(Dataset records)
•••••

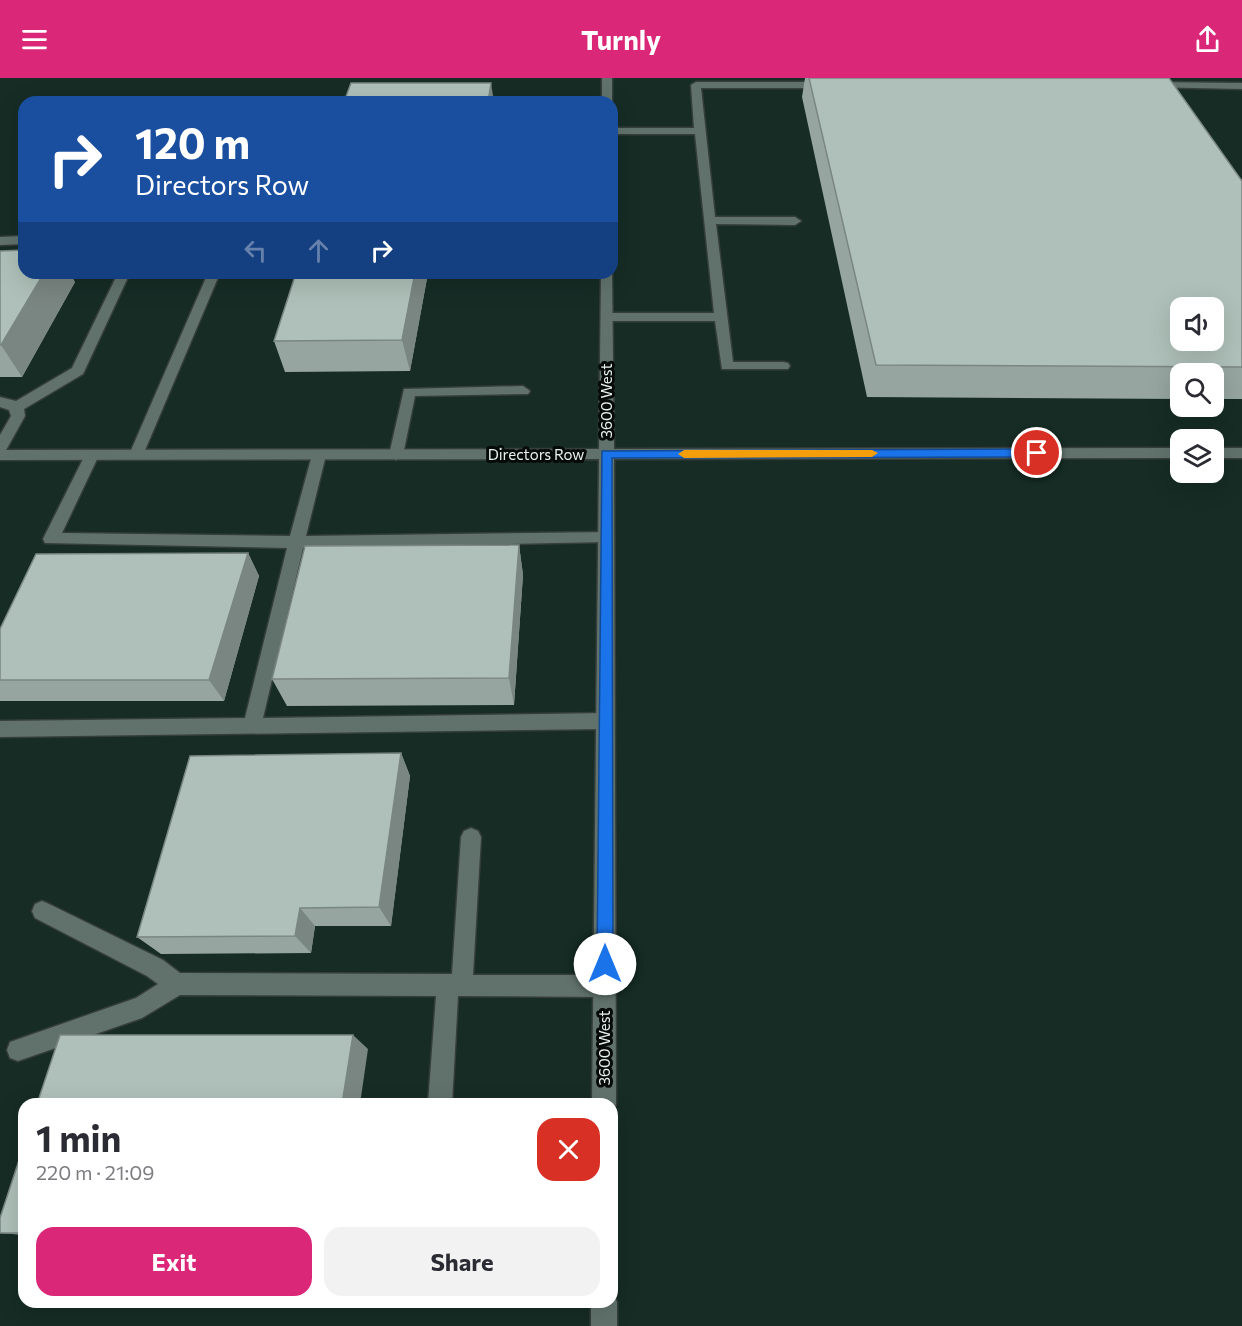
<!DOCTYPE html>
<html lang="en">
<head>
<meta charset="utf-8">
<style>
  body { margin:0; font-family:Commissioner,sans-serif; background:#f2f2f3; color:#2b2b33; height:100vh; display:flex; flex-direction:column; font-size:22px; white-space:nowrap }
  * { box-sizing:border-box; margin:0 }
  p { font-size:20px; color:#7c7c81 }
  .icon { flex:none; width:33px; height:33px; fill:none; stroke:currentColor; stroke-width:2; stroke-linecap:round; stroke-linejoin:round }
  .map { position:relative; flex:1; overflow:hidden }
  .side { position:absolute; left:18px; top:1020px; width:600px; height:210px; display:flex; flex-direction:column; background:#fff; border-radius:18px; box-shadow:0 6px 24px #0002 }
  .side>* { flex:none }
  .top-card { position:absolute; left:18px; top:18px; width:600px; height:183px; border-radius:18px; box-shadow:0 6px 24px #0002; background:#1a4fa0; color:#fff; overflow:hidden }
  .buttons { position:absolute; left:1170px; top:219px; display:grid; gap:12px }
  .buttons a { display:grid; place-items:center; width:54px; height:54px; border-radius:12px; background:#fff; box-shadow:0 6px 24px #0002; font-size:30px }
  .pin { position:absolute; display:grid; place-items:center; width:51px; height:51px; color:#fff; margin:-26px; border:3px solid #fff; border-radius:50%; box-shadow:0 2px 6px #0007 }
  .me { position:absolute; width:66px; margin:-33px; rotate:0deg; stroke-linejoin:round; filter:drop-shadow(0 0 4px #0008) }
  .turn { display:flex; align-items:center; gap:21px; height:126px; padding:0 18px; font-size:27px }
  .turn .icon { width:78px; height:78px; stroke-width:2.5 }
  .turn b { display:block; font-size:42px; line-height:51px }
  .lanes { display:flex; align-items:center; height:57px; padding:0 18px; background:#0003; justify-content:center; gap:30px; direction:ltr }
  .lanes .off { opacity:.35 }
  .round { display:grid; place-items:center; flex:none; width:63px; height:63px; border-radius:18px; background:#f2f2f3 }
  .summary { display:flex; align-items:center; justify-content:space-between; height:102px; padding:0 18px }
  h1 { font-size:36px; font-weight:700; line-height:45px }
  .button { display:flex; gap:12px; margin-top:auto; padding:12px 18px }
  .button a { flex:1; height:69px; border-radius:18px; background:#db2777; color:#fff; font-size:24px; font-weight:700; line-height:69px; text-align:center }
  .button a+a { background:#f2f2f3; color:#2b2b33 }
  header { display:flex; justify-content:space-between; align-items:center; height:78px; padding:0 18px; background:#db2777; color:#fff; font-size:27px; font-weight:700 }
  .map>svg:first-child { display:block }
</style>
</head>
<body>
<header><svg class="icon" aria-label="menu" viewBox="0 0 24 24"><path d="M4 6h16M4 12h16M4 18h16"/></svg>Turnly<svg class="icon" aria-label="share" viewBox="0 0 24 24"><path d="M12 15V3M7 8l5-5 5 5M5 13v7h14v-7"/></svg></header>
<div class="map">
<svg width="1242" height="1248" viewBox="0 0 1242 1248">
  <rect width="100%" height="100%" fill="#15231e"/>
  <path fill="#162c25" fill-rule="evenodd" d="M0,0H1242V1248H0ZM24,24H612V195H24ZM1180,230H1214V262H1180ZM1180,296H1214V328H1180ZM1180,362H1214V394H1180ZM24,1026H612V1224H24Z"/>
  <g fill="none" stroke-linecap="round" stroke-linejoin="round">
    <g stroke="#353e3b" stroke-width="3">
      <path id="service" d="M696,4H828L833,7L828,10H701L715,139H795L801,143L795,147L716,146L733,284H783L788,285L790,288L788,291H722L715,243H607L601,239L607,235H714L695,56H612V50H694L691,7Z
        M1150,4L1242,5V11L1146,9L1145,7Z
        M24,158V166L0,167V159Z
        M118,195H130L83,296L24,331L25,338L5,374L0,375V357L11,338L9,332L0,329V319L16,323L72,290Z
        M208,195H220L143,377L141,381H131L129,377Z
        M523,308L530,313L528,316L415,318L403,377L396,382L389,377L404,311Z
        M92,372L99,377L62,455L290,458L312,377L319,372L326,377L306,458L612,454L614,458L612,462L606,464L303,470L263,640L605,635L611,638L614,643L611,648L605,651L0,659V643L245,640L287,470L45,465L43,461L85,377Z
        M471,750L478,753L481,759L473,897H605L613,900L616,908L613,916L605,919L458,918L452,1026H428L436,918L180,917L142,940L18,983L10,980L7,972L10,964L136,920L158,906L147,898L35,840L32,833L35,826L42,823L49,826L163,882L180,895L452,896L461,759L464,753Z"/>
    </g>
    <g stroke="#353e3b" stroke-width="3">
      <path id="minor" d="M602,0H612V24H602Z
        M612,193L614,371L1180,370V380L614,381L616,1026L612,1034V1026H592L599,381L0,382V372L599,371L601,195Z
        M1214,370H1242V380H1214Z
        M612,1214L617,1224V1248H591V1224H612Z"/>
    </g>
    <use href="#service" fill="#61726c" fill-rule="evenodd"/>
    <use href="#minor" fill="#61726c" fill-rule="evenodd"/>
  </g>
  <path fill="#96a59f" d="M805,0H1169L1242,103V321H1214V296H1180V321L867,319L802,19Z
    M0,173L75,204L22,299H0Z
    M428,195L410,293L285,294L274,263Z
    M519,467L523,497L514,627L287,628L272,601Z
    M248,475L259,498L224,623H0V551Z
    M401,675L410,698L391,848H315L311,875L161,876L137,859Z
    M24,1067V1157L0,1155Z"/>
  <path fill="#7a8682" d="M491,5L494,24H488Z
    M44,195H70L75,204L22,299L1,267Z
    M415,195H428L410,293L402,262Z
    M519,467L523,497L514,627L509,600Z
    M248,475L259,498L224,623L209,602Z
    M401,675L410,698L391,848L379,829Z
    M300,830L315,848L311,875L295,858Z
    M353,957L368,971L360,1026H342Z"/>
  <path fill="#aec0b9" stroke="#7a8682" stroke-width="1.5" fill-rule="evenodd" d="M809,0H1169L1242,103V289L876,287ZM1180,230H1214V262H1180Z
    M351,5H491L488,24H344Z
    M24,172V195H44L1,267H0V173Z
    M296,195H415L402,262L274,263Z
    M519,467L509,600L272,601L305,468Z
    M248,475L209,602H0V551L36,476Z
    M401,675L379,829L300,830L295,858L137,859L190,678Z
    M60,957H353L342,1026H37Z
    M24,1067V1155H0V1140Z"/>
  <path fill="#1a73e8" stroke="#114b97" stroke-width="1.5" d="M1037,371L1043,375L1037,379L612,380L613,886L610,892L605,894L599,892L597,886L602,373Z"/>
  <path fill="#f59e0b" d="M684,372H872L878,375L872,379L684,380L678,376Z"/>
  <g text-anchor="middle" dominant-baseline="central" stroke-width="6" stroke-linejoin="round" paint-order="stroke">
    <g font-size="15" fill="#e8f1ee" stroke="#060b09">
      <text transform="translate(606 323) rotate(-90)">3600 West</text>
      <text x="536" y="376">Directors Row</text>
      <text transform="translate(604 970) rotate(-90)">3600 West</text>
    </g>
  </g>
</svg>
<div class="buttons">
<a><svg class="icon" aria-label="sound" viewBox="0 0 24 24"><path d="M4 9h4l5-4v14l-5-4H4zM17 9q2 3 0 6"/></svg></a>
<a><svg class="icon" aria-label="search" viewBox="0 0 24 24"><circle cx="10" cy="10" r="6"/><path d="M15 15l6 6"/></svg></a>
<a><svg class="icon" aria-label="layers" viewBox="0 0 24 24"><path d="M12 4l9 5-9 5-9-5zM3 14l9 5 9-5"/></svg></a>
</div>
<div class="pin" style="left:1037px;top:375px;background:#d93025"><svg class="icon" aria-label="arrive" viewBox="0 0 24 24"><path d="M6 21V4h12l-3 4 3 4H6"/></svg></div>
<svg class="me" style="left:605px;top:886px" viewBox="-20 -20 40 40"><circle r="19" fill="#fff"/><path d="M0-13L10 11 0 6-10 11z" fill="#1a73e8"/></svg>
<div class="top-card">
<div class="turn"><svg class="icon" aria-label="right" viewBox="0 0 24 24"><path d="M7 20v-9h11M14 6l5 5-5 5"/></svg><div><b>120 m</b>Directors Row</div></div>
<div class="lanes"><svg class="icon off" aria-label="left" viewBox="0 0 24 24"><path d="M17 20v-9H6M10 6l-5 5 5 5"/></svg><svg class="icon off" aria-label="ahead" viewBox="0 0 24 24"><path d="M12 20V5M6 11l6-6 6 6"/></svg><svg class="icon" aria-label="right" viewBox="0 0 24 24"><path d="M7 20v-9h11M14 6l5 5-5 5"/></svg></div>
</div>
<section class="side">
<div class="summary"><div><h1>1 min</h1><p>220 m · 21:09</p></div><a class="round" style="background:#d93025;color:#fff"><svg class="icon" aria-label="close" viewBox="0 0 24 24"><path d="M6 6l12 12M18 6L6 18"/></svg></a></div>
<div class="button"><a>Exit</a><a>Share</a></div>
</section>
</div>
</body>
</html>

•••••

**Exercise directions**
Gather up the lines containing the word "hidden" from these records and copy them.

**Exercise output**
  .map { position:relative; flex:1; overflow:hidden }
  .top-card { position:absolute; left:18px; top:18px; width:600px; height:183px; border-radius:18px; box-shadow:0 6px 24px #0002; background:#1a4fa0; color:#fff; overflow:hidden }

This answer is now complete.